31 Responses leave one →
  1. Kristen permalink
    February 10, 2010

    We just painted the trim throughout our entire house and we used carpet shields. They were easy to use and saved a lot of time. You just have to make sure to move them quickly once you’re done painting…otherwise they’ll pull paint off (just like tape). We bought ours at Sherwin Williams for like $9!

  2. February 10, 2010

    Oooh, this idea is awesome and totally perfect timing for me. We need to paint the hideous oak trim in the nursery, but the hubs said it couldn’t be done because of the carpet. Ha! I’m totally taking care of it this weekend (after I get that handy tool…or carpet shields, whatever those are). Yay!

  3. amy permalink
    February 10, 2010

    I paint my trim the same way! Only I use one of those painting edgers I picked up at Lowe’s. Works like a charm! But I don’t put tape on top, I’m just that good with the brush…:) :)

  4. February 10, 2010

    Tip: Cover your joint compound knife with painter’s tape, and then you don’t need to worry about cleaning it as much.

  5. February 10, 2010

    Hw long did it take you to do your room with this method? How many paint coats did you apply?

  6. February 10, 2010

    Growing up I was the trim lady in my parents household. Anytime they painted the trim (which was a whopping four times in my 18 years living at home) I was the one to do it. Blame it on the steady hand and the obsessive desire to make it perfect. But this little trick could have saved me soo much time! I’m def. going to try this the next time I need to paint the baseboards!

  7. Melissa permalink
    February 10, 2010

    Thanks for the tip? Doesn’t the carpet touch the wet paint on the trim though once you move the joint compound knife?

    • February 10, 2010

      Actually it doesn’t…not for me anyway. When I pull the knife up and away, it tends to make the carpet stay away from the wet trim. Now, obviously if I went and pushed on the carpet fibers right next to the painted area, it might get a little paint on there…but generally, I avoid an area for a couple areas after painting so I have yet to have any problems.
      Hope this helps!
      XO – Katie

  8. Melissa permalink
    February 10, 2010

    Oops, I didn’t mean to put a question mark after the first sentence, I meant for it to be an exclamation mark. :)

  9. February 10, 2010

    We just did this in our nursery and it worked like a charm…great pregnant minds think alike!

  10. Bree permalink
    February 10, 2010

    wow…can’t believe I’ve never thought of this before!! haha..thank you so much for this tip!! I’ll finally stop ignoring all the trim that needs to be painted in my house. Thank you! P.S. Love your blog and I just love your style of writing…you crack me up!

  11. February 10, 2010

    Oh, you make it look so easy. Thanks for the tips. We’re planning to paint all our trim sometime this year, and I knew the painting tape couldn’t totally do the trick. Thanks, Katie!

  12. Brandon permalink
    February 10, 2010

    Awesome idea! What color is that on your wall?
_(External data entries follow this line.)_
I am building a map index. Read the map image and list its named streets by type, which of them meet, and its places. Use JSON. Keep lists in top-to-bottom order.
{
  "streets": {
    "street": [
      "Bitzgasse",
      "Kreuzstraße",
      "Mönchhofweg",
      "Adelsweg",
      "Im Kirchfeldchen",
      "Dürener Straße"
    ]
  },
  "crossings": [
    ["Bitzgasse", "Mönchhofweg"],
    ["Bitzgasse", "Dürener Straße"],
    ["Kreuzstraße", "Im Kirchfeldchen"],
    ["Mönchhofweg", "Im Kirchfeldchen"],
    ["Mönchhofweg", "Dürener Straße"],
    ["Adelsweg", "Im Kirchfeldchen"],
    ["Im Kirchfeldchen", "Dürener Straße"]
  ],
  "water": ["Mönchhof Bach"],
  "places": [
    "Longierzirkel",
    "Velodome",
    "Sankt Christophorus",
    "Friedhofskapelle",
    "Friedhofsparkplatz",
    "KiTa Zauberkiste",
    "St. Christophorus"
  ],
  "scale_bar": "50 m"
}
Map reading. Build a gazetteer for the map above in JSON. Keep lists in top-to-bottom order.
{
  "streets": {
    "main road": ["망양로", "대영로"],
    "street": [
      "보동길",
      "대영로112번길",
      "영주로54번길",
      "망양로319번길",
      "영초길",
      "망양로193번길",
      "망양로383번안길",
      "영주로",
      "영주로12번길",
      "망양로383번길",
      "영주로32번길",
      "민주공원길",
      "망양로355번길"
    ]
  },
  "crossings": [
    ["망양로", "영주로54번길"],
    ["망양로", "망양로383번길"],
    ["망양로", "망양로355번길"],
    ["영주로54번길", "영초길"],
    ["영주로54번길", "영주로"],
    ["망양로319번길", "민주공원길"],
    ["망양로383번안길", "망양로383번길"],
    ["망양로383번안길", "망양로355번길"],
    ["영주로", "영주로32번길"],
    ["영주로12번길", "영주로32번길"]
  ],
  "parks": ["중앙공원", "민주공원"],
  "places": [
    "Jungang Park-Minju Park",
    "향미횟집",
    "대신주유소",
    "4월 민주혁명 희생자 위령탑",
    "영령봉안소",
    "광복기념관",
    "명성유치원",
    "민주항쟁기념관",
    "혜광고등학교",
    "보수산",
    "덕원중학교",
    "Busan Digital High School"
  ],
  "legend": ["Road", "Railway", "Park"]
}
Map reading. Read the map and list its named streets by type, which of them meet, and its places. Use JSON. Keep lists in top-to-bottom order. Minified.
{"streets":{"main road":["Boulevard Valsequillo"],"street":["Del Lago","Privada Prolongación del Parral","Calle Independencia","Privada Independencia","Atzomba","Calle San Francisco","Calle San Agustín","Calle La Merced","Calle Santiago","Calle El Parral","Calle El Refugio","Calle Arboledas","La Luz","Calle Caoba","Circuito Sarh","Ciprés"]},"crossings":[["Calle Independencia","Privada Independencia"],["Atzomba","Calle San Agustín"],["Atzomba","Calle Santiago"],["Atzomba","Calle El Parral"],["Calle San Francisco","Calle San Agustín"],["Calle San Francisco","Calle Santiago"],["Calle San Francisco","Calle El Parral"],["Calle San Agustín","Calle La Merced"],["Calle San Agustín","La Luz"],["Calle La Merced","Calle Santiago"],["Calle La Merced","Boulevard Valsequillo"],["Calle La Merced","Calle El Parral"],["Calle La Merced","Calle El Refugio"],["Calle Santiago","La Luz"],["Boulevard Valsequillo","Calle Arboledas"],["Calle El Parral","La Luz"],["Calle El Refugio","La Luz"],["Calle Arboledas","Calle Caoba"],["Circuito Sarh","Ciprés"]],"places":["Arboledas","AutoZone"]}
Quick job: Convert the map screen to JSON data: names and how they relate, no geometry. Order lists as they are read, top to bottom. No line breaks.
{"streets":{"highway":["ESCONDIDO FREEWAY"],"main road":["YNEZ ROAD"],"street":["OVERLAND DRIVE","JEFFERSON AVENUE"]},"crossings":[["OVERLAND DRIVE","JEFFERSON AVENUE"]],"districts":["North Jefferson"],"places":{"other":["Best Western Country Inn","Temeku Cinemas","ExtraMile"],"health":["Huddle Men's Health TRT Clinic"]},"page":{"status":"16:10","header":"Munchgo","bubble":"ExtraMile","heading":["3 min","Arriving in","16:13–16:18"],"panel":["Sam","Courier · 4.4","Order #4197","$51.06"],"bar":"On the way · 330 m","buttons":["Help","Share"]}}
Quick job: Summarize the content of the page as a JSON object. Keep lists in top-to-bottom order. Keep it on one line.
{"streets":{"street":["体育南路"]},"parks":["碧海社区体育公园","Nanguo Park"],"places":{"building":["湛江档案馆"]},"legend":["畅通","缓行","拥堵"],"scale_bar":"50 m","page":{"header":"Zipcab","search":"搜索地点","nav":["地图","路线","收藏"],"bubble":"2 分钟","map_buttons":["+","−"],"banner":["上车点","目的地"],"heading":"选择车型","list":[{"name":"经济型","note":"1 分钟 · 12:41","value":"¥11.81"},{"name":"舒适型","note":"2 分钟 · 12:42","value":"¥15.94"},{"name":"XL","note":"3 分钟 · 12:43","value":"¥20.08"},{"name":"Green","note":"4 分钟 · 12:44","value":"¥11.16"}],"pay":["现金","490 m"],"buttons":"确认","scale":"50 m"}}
That’s the exact color I’ve been thinking about for my guest room.

  13. February 10, 2010

    This is great advice. I’ve been trying to paint my trim for over 6 months now. I was using poster board which worked great at first, but cheap lil’ me didn’t want to go buy more. After using the same few pieces about 10 times they didn’t really stick where they were suppossed to. I’m going to go get one of these things tonight!

  14. February 10, 2010

    Great Idea to not paint your carpet!! Oh how I hate painting trim though..
    I was very lucky that when we installed new trim in the entire house my dad painted it first with a paint sprayer (the small kind of sprayer, the large ones are annoying)

  15. February 10, 2010

    I use a similar method but with a cut-up sheet of Bristol/Poster board from the dollar store. I cut the big sheet into wide strips and used them in the same way you used the knife. It cost almost nothing and was quick because I set up the strips one wall at a time.

  16. February 10, 2010

    I usually just use blue tape and tape across the carpet, but this might work better. I’ll have to give it a try next time. Thanks!

  17. February 11, 2010

    I have something similar… mine’s about a foot long (that’s what he said…) and I actually found it in the isle with the paint rollers, etc. I’m not sure what it’s called, or if it’s made for that, but it works like a charm. Score!

  18. February 11, 2010

    Ok I have a question for you. You said you use semi-gloss, but I have tried that along with just matte paint as well. I couldn’t get the semi-gloss to not have a million brush strokes in it, where the matte did not. Any suggestions as to what I was doing wrong?

    • February 11, 2010

      Bummer. Maybe this had to do with your paint consistency. Sometimes very thin paint will show more strokes than well mixed paint that is thicker. Also, check to make sure your brush is very clean and has no clumpy bristles which can cause brush strokes. You can also be sure to apply several thin layers which can eliminate the lines. Lastly, it could be that you are looking at the area very closely with direct lighting. Matte paint from the same producer will reflect less light than semi-gloss…and you could just be SEEING more. If the brush strokes continue to bother you, I would try switching to a foam brush with has a more ‘speckled’ result than ‘stroked’ or a spray gun.
      Hope this helps!
      XO -Katie

  19. Sara permalink
    February 11, 2010

    I just use painter’s tape and put it on the carpet. I don’t tape off the top of the trim. I just use an angled brush and once you get the hang of it, it goes pretty quickly. I think taping off the carpet is much faster. I just did one of my rooms last week.

  20. February 12, 2010

    Thanks for sharing and starting a discussion on this! I am planning on painting all the trim on our main floor this summer, and was totally dreading all of the bedrooms until now…. thanks to the advice from your readers that tape and carpet shields work, I am a lot more confident!

  21. Andrea permalink
    February 12, 2010

    Yes, carpet shields for me too. That way, you can line the WHOLE room at one time and then just paint away…vs. one 8 inch space at a time. Plus, they’re cheap!

  22. February 25, 2010

    you are so frigging smart! i use those junk mailers but obviously they are waaaaay more flimsy than a steel blade! defintely going to use this tip!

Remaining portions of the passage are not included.